Hector Pieterson Memorial Site and Museum
Hector Pieterson became the iconic image of the 1976 Soweto Uprising in Apartheid South Africa, when a news photograph of the dying Hector being carried by a fellow student was published across the globe. He was just 12 years old when the police opened fire on school children who had gathered to protest the imposition of Afrikaans as a medium of instruction in township schools. The protest was intended to be peaceful but became a violent confrontation when police demanded that the students disperse; students threw stones and police fired bullets. News of the bloodshed ignited uprisings across the country in which 550 people were killed. Hector was one of the first to die on that tragic day. The museum fuses memorabilia with modern technology and cultural history and is located two blocks away from where Hector was killed.

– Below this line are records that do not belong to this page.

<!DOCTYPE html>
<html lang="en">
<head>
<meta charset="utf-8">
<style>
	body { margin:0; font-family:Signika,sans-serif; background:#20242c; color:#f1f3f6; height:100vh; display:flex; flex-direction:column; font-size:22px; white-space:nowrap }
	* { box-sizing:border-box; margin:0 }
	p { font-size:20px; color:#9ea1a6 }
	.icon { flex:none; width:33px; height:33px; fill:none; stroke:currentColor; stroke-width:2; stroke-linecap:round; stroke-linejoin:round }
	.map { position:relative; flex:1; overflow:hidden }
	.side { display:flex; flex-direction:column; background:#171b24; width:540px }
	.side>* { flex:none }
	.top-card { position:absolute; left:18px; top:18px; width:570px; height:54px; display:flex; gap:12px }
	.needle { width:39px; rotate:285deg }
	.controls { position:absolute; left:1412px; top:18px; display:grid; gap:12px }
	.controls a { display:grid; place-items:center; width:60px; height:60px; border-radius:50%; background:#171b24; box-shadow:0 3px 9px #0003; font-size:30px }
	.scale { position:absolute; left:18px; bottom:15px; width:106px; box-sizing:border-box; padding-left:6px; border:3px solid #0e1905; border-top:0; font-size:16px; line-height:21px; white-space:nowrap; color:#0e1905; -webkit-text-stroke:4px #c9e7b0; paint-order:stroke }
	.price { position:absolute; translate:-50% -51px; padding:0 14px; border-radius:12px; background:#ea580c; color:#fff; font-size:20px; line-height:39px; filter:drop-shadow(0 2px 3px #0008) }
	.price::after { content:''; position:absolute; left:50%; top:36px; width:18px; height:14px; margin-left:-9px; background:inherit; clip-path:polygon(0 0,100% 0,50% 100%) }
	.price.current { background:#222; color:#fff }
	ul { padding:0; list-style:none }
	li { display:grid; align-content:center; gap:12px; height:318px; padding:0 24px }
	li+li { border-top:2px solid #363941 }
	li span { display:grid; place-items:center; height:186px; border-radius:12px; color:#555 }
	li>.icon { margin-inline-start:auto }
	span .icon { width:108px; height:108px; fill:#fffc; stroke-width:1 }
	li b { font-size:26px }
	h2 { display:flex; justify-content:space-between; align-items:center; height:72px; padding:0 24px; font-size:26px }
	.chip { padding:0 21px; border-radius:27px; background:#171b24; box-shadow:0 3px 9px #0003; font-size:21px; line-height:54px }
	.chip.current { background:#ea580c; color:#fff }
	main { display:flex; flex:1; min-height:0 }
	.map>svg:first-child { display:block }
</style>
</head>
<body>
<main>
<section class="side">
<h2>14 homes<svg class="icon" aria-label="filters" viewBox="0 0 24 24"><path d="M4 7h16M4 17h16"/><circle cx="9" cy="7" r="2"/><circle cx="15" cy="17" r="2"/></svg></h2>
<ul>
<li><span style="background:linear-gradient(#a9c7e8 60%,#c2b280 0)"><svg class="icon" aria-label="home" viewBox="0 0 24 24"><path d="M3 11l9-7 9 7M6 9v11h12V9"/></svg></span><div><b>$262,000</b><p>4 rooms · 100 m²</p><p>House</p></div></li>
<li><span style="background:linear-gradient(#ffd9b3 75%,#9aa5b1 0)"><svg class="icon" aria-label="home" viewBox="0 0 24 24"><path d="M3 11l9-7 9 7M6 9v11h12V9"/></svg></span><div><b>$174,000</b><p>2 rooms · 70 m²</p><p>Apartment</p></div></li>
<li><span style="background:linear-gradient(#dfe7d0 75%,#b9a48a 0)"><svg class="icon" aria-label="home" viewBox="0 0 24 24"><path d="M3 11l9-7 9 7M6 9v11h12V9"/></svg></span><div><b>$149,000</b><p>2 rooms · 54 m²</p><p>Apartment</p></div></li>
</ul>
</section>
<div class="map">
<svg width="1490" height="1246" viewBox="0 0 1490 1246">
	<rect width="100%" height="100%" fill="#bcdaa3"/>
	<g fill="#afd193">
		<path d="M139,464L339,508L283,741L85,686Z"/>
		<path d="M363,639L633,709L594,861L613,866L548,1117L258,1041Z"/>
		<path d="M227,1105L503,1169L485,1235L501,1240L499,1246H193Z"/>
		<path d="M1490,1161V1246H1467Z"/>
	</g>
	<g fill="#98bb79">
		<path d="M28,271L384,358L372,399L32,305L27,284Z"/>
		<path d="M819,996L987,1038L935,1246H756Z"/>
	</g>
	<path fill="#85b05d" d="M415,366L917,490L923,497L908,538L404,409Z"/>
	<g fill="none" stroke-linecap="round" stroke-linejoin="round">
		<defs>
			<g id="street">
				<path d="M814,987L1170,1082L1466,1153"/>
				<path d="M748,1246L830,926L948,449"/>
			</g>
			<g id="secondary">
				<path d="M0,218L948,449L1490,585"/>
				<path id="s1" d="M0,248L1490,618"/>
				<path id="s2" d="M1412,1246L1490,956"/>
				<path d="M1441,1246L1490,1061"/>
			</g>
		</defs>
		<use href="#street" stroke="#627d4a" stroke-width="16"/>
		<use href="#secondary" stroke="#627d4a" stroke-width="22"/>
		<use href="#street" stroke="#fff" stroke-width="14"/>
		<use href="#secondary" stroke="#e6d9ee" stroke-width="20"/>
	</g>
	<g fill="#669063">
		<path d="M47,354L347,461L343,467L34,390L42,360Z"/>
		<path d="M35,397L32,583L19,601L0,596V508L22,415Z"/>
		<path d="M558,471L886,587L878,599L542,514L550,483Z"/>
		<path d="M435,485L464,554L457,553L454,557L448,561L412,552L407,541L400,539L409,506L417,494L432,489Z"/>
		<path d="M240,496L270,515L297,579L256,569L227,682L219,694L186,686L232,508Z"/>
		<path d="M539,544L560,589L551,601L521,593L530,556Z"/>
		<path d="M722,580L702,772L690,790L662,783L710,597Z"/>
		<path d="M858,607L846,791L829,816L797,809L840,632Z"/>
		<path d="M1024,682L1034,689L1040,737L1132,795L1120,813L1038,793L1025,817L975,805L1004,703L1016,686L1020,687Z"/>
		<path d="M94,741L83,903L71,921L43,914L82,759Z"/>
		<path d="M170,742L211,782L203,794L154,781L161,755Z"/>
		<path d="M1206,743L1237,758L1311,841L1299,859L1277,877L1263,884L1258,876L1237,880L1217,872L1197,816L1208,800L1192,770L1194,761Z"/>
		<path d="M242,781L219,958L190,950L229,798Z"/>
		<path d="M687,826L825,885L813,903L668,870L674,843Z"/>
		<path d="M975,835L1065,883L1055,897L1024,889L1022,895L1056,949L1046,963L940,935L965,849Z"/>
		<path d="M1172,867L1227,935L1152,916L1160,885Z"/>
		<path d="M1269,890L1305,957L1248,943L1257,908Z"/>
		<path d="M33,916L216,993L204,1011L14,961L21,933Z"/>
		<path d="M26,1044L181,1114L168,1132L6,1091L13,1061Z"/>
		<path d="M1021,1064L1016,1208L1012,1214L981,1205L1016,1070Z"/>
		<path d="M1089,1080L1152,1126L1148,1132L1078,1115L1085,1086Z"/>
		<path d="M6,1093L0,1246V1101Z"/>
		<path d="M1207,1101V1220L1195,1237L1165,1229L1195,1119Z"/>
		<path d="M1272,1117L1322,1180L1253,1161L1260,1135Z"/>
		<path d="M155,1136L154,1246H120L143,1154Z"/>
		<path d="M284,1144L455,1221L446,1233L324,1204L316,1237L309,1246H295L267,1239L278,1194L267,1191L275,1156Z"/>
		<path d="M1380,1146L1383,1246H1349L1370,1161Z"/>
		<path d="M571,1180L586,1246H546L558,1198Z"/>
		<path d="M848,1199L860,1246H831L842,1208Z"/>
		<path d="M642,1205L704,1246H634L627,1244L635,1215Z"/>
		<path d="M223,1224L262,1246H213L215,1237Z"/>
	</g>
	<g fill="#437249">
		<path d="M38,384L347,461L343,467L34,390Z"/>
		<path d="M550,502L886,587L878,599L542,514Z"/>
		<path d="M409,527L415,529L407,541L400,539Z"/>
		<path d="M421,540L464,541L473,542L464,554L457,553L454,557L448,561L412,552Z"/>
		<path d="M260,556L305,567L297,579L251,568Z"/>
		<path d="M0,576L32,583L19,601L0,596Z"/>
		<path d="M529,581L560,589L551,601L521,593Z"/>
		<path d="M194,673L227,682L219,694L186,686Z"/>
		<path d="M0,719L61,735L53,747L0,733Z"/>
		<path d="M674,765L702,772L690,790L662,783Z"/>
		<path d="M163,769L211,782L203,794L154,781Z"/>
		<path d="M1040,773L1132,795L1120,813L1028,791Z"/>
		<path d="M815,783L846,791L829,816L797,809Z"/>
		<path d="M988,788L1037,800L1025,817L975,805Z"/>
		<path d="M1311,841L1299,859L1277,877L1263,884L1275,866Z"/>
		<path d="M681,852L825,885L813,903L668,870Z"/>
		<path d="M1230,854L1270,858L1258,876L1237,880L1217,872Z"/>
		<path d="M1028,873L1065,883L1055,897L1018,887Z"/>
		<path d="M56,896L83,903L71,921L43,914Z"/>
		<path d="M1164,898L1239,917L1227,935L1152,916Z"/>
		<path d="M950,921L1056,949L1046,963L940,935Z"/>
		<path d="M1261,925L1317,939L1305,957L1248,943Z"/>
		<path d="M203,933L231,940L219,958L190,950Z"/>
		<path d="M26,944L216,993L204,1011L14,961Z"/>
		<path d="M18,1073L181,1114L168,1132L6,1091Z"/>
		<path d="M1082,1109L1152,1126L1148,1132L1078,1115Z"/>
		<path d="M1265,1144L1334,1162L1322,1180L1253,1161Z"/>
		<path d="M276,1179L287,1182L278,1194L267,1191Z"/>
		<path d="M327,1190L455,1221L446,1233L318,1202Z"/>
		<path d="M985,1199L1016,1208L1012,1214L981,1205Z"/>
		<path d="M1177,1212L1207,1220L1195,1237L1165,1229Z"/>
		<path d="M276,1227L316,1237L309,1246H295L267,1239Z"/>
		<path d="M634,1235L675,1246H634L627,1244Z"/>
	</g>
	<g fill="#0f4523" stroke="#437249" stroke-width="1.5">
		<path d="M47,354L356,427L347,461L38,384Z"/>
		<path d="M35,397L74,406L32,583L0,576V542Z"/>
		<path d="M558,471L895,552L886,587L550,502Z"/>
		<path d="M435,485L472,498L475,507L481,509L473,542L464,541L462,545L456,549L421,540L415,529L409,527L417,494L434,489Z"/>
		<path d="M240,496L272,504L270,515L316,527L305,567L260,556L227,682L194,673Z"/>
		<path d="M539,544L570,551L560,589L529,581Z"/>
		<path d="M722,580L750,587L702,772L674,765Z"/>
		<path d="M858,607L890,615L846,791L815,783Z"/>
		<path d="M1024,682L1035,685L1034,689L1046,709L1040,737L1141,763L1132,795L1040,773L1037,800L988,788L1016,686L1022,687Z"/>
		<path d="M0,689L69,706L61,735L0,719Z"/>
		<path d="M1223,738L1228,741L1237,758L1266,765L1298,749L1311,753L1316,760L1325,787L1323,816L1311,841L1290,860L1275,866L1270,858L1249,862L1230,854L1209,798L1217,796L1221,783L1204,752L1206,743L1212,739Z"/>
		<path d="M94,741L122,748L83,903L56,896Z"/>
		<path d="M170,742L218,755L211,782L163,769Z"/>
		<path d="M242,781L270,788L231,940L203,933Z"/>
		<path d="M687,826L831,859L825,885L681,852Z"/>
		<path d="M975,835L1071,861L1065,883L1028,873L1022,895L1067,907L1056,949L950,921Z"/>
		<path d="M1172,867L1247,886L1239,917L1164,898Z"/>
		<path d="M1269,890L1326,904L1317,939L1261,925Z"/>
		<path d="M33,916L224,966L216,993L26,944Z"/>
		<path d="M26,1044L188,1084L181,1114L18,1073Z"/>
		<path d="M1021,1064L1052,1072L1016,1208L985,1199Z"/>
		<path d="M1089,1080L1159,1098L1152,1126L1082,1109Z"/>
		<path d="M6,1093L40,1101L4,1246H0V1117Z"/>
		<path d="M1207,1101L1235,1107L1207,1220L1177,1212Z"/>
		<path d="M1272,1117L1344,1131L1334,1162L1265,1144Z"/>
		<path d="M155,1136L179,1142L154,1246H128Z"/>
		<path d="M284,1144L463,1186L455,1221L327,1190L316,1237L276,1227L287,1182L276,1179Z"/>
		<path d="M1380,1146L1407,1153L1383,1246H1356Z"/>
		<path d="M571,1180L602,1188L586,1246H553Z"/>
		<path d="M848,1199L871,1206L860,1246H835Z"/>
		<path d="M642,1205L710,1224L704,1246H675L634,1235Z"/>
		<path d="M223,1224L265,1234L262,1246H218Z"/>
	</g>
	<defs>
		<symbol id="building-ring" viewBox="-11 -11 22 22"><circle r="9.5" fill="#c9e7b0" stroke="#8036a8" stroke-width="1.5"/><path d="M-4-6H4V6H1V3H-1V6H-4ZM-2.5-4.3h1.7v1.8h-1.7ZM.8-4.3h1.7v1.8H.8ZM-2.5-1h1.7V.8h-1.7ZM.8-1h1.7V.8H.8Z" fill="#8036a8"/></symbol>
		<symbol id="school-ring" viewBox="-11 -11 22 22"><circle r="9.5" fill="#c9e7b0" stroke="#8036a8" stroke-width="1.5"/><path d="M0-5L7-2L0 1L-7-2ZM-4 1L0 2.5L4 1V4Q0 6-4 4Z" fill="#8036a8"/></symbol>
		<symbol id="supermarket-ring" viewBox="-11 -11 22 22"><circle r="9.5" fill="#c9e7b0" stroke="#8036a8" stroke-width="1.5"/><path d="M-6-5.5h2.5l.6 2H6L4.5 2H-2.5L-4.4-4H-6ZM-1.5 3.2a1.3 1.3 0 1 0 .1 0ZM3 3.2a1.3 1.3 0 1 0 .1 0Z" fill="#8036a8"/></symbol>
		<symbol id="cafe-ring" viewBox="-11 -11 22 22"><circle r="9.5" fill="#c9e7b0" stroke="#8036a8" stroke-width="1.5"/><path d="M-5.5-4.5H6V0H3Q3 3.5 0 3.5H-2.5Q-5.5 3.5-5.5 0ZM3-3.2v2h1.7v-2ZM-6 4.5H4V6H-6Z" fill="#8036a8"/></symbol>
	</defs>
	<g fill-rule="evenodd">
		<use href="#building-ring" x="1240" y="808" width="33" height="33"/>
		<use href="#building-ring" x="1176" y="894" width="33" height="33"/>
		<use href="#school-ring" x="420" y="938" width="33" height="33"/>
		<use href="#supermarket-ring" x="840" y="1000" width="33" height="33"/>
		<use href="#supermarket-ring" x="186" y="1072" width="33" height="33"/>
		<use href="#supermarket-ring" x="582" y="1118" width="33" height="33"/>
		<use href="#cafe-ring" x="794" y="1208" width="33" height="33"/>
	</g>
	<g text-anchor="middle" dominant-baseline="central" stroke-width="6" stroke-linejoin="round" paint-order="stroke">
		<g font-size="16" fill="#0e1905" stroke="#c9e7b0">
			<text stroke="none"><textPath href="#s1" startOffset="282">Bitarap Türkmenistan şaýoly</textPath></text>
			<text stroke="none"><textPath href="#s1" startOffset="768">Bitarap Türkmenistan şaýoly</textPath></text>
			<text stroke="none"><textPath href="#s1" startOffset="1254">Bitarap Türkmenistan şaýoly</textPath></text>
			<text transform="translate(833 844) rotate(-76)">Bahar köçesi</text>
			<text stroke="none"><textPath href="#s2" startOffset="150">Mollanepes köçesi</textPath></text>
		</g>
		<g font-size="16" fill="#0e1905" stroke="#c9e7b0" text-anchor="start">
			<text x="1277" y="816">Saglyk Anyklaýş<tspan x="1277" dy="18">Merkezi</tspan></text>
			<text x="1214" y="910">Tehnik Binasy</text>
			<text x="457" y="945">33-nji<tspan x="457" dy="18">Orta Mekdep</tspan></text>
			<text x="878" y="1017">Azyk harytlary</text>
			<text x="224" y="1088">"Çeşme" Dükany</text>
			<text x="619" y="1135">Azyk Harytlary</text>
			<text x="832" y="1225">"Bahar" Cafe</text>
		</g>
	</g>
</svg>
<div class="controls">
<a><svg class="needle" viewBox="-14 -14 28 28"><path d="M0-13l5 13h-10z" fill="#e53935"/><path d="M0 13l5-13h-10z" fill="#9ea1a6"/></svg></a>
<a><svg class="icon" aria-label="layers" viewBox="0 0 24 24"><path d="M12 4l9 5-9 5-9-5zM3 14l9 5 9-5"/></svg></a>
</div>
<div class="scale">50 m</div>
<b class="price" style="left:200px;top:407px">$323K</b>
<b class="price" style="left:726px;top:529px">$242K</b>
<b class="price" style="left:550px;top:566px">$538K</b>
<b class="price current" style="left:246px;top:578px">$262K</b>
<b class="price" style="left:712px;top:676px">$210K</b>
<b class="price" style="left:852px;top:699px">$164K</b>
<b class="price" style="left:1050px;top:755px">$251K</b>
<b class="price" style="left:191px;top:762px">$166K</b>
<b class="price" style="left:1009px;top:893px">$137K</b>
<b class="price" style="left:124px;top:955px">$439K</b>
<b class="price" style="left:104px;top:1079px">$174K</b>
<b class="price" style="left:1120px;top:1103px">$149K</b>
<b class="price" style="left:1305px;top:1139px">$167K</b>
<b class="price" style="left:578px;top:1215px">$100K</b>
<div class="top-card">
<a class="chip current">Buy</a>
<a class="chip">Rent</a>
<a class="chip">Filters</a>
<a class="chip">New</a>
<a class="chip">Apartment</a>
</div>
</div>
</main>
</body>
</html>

Hector's sister Antoinette, who is seen in the famous photograph holding her hands held out in panic, worked for many years at the museum as a tour guide and today 16 June is a public holiday named National Youth Day in South Africa, to honour the courage of the youth that stood up to the Apartheid regime, and young people in general.
Address: Hector Pieterson Sq., corner of Khumalo and Pela Sts., Orlando West, Soweto
Telephone: (011) 536 0611
Opening times: Monday to Saturday from 10am to 5pm; Sunday from 10am to 4.30pm.